Cope, who has lived in Sheffield, England, the past 20 years, has become a regular worshipper at Sheffield cathedral. The diocese has circulated details of his crimes and a photograph to clergy. A spokesman for the diocese said if its ban does not work if will be forced to go to court to obtain an injunction against the man.

While the diocese does not want to exclude anyone from church, it also must safeguard children, the spokesman said.”It is a question of balancing pastoral care for the convicted pedophile with the protection of children,”the spokesman said.

Cope was quoted by newspapers as describing the diocese’s action as”phobia and hysteria”unrelated to his actions.”There is a general climate _ not helped by the press,”he said.”I have spent so many years regretting that this happened and that people were upset.
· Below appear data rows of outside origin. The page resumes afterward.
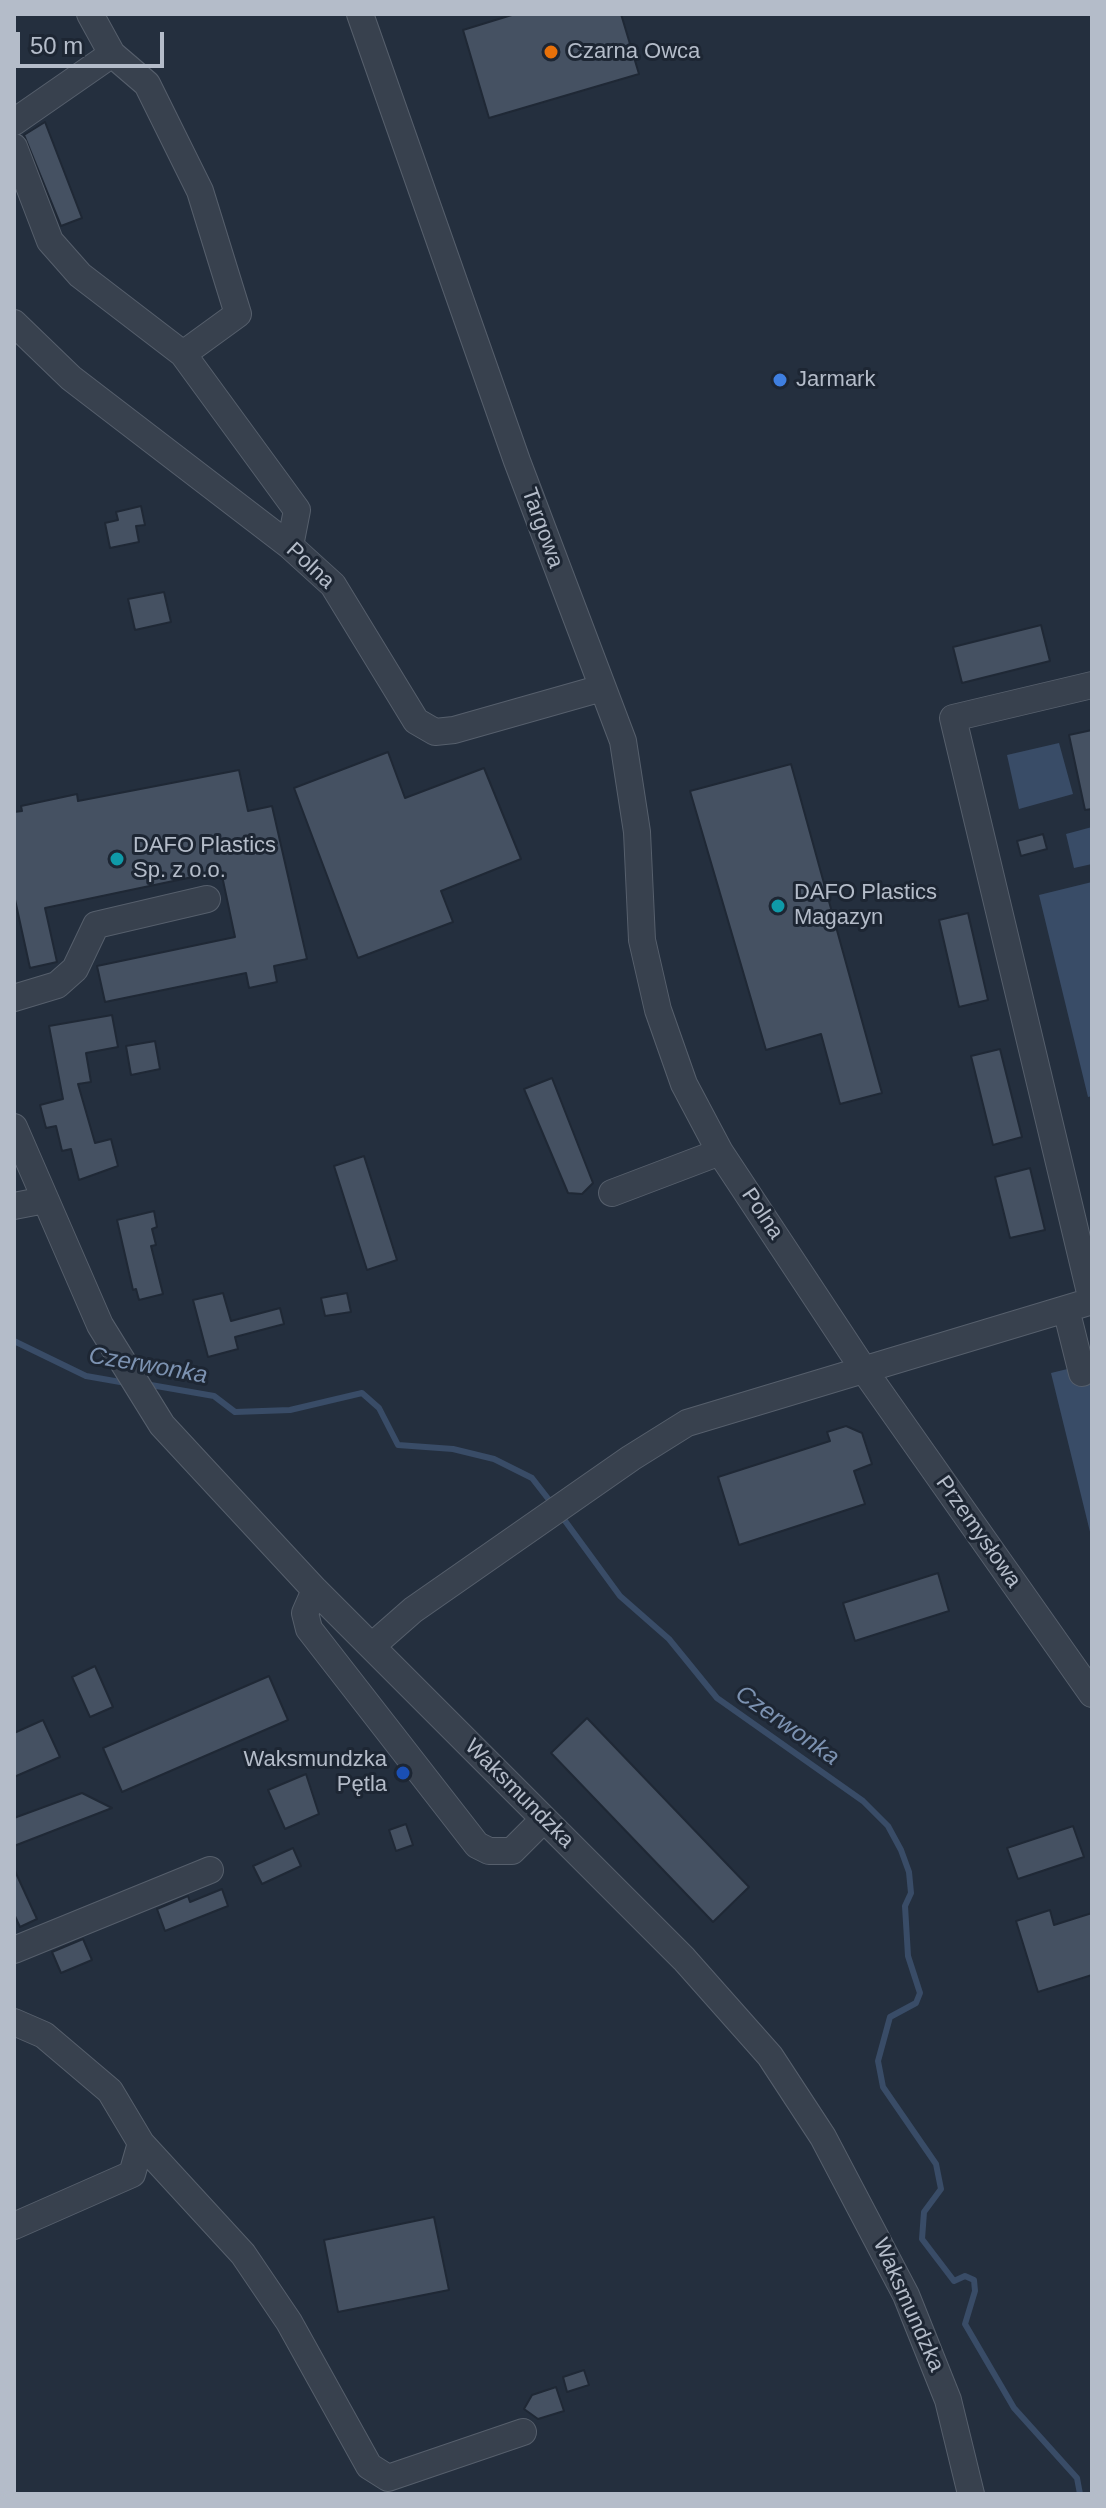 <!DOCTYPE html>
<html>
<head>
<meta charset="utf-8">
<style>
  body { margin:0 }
  #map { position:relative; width:1106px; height:2508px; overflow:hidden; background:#242f3e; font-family:Arial,sans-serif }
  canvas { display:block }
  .frame { position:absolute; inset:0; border:16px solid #b4bcc9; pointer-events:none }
  .scale { position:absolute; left:16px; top:32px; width:148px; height:36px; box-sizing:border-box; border:4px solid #b4bcc9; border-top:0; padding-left:10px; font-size:24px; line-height:28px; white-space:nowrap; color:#b4bcc9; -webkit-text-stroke:6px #1d2633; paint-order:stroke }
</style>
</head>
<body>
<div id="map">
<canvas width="1106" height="2508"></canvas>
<div class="frame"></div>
<div class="scale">50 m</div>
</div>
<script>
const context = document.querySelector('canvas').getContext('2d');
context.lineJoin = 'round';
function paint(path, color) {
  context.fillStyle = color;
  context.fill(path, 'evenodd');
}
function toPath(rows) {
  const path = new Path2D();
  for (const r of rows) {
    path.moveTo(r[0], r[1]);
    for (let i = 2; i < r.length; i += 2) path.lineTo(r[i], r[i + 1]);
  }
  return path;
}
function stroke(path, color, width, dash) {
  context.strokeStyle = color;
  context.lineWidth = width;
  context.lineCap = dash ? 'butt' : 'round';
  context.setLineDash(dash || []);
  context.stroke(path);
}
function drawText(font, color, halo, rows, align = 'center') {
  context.font = font + ' Arial,sans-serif';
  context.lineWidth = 6;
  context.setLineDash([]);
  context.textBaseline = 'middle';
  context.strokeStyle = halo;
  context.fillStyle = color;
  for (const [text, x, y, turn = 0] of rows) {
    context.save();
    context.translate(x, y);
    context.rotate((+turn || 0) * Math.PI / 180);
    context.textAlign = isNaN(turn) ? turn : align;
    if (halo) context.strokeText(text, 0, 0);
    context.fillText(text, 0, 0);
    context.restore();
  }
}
paint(toPath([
  [1059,743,1073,794,1019,809,1007,755],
  [1092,827,1092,864,1074,868,1066,834],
  [1092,882,1092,1096,1088,1097,1039,895],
  [1092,1363,1092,1540,1051,1373]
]), '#394c67');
stroke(toPath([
  [14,1341,86,1376,126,1383],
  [145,1384,214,1396,235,1412,290,1410,362,1393,379,1408,398,1445,453,1449,494,1459,532,1478,553,1505],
  [560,1514,620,1596,669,1639,717,1698,863,1801,888,1826,901,1850,909,1872,911,1893,905,1906,908,1956,920,1993,916,2003,890,2017,878,2061,883,2087,936,2164,941,2189,924,2212,922,2239,954,2281,965,2276,974,2280,975,2291,965,2324,1014,2408,1077,2478,1080,2494]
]), '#394c67', 6);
const building = toPath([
  [515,14,621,14,639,74,489,118,463,30,515,14],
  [45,122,82,218,61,226,24,135,45,122],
  [141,506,145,525,136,526,139,542,110,548,105,523,118,520,116,512,141,506],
  [164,592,171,622,135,630,128,599,164,592],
  [1041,625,1050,661,962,683,953,647,1041,625],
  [1092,730,1092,809,1085,810,1069,735,1092,730],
  [388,752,405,798,484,768,521,859,441,891,453,922,358,958,294,788,388,752],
  [791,764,882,1093,840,1104,821,1034,766,1050,690,791,791,764],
  [239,770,248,811,272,806,307,959,274,966,277,982,249,988,246,973,105,1002,97,966,235,937,221,871,45,908,57,962,30,968,14,895,14,812,22,811,21,806,77,794,78,801,239,770],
  [1043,834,1047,849,1021,856,1017,841,1043,834],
  [968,913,988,1000,959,1007,939,920,968,913],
  [112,1015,118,1047,86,1053,91,1082,78,1084,95,1143,111,1139,118,1166,79,1180,71,1149,62,1151,56,1126,46,1128,40,1105,63,1099,49,1026,112,1015],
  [155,1041,160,1069,131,1075,126,1046,155,1041],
  [1000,1049,1022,1137,993,1145,971,1056,1000,1049],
  [552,1078,593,1183,582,1194,568,1193,524,1089,552,1078],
  [364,1156,397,1260,367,1270,334,1166,364,1156],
  [1030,1168,1045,1230,1010,1238,995,1177,1030,1168],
  [154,1211,157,1227,152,1229,156,1245,151,1246,163,1294,139,1300,136,1289,133,1290,117,1220,154,1211],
  [223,1293,231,1321,280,1308,284,1324,235,1337,238,1349,208,1357,193,1300,223,1293],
  [347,1293,351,1312,325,1316,321,1298,347,1293],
  [846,1426,862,1433,872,1464,854,1471,865,1504,739,1545,718,1477,830,1441,827,1432,846,1426],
  [938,1573,949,1611,855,1641,843,1603,938,1573],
  [95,1666,113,1707,90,1717,72,1677,95,1666],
  [269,1676,288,1720,122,1792,103,1748,269,1676],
  [587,1718,749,1887,713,1922,551,1753,587,1718],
  [43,1720,60,1757,14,1777,14,1733,43,1720],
  [306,1774,319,1814,285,1829,268,1790,306,1774],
  [82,1793,112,1808,14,1846,14,1818,82,1793],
  [406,1824,413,1845,396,1851,389,1830,406,1824],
  [1073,1826,1084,1857,1018,1879,1007,1848,1073,1826],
  [293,1848,301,1866,262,1884,253,1866,293,1848],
  [14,1869,37,1919,20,1927,14,1914,14,1869],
  [222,1889,228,1906,165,1931,157,1909,188,1896,190,1902,222,1889],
  [1050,1910,1054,1925,1092,1913,1092,1975,1038,1992,1016,1921,1050,1910],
  [83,1939,92,1960,61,1973,52,1952,83,1939],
  [434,2217,449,2290,338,2312,324,2240,434,2217],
  [584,2370,589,2385,567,2392,563,2377,584,2370],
  [556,2387,564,2411,538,2419,524,2409,532,2395,556,2387]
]);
paint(building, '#455162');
stroke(building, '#1f2835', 2);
const minor = toPath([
  [90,14,112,54,147,84,200,191,238,314,183,354,297,510,290,546],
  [360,14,517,461,623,741,637,832,642,940,658,1010,684,1084,720,1152,864,1370,1092,1694],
  [14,122,112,54],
  [14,147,50,241,80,275,183,354],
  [14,323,71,378,290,546,333,585,416,721,435,732,454,730,602,688],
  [14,998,57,985,75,969,96,925,207,899],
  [14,1127,100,1325,162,1425,315,1590,684,1959,770,2056,823,2137,906,2295,948,2400,971,2494],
  [612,1193,720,1152],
  [14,1206,45,1200],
  [1092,1301,953,718,1092,685],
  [1066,1309,1082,1373],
  [315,1590,305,1613,309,1629,477,1845,489,1851,512,1851,544,1819],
  [372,1646,413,1610,631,1458,687,1423,1092,1301],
  [14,1950,210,1870],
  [14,2022,44,2035,110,2091,141,2143,132,2174,14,2226],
  [141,2143,243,2254,289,2322,369,2466,388,2478,523,2432]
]);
stroke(minor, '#565f6c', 28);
stroke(minor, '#38414e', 26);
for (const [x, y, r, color] of [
  [551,52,8,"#e8710a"],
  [780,380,8,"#3f7fe0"],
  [117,859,8,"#0f9aa8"],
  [778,906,8,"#0f9aa8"],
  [403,1773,8,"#1a4fb4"]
]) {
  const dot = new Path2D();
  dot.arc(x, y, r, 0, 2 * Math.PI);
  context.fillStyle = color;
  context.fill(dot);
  stroke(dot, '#1d2633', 3);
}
drawText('22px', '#b4bcc9', '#1d2633', [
  ["Czarna Owca",567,52],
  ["Jarmark",796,380],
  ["DAFO Plastics",133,846],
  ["Sp. z o.o.",133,871],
  ["DAFO Plastics",794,893],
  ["Magazyn",794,918],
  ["Waksmundzka",387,1760,"right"],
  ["Pętla",387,1785,"right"]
], 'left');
drawText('22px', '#b4bcc9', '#1d2633', [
  ["Targowa",542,528,70],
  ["Polna",310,566,43],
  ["Polna",762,1214,56],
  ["Przemysłowa",978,1532,55],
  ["Waksmundzka",519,1794,45],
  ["Waksmundzka",908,2305,66]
]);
drawText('italic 24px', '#7c92b1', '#1d2633', [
  ["Czerwonka",148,1366,10],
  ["Czerwonka",787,1726,35]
]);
</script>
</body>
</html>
I do accept that I broke the law; I am not claiming otherwise.” Quote of the day: U.N. Secretary General Kofi Annan


(RNS)”Restoring … trust is perhaps the greatest challenge facing your nation today. No one imagines that it can be restored easily or quickly. No one imagines that it can be restored without a degree of atonement and forgiveness that few peoples have ever had to find within themselves.” _ United Nations Secretary General Kofi Annan, in a speech to Rwanda’s parliament May 7, in which he urged the country’s Hutu and Tutsi communities to begin building a new Rwanda.